## [Task details]
Pull every "button" line out of the data below.

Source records

___

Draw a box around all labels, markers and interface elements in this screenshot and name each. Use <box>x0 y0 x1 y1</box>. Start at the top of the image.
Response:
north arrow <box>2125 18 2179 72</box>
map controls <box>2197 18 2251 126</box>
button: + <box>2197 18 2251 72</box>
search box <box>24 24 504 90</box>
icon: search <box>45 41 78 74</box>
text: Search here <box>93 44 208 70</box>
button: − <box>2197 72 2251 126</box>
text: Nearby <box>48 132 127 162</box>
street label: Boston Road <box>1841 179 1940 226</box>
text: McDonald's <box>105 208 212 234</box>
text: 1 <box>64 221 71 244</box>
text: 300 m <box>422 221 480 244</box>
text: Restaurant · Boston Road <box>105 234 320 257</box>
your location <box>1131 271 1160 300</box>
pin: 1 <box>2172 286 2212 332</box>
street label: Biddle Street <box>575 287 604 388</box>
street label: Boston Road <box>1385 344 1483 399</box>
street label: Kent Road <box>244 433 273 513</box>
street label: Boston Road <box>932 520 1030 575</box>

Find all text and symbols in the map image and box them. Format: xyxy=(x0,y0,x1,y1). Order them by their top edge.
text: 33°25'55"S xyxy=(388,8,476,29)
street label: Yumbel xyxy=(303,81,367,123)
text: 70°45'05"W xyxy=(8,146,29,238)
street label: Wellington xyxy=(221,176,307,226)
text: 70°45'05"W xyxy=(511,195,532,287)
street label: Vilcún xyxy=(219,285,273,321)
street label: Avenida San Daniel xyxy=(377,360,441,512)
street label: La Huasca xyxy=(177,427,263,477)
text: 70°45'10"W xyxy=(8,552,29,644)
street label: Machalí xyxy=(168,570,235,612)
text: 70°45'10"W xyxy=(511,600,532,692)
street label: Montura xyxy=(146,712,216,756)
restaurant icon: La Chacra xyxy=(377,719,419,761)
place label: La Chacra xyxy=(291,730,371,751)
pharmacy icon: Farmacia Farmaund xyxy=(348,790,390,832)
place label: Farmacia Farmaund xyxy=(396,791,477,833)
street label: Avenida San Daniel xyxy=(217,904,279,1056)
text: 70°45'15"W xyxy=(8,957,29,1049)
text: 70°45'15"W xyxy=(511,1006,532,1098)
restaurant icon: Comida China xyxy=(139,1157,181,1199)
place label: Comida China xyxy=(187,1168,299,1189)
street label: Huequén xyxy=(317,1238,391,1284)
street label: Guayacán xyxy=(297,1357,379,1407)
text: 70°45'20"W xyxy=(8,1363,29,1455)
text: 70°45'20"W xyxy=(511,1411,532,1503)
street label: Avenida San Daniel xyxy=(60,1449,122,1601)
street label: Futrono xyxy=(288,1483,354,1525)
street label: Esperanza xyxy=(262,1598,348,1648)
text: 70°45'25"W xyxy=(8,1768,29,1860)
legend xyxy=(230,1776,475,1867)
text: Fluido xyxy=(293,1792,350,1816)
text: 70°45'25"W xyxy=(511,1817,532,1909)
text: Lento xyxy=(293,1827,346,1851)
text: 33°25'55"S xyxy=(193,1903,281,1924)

___

## [Task solution]
button: + <box>2197 18 2251 72</box>
button: − <box>2197 72 2251 126</box>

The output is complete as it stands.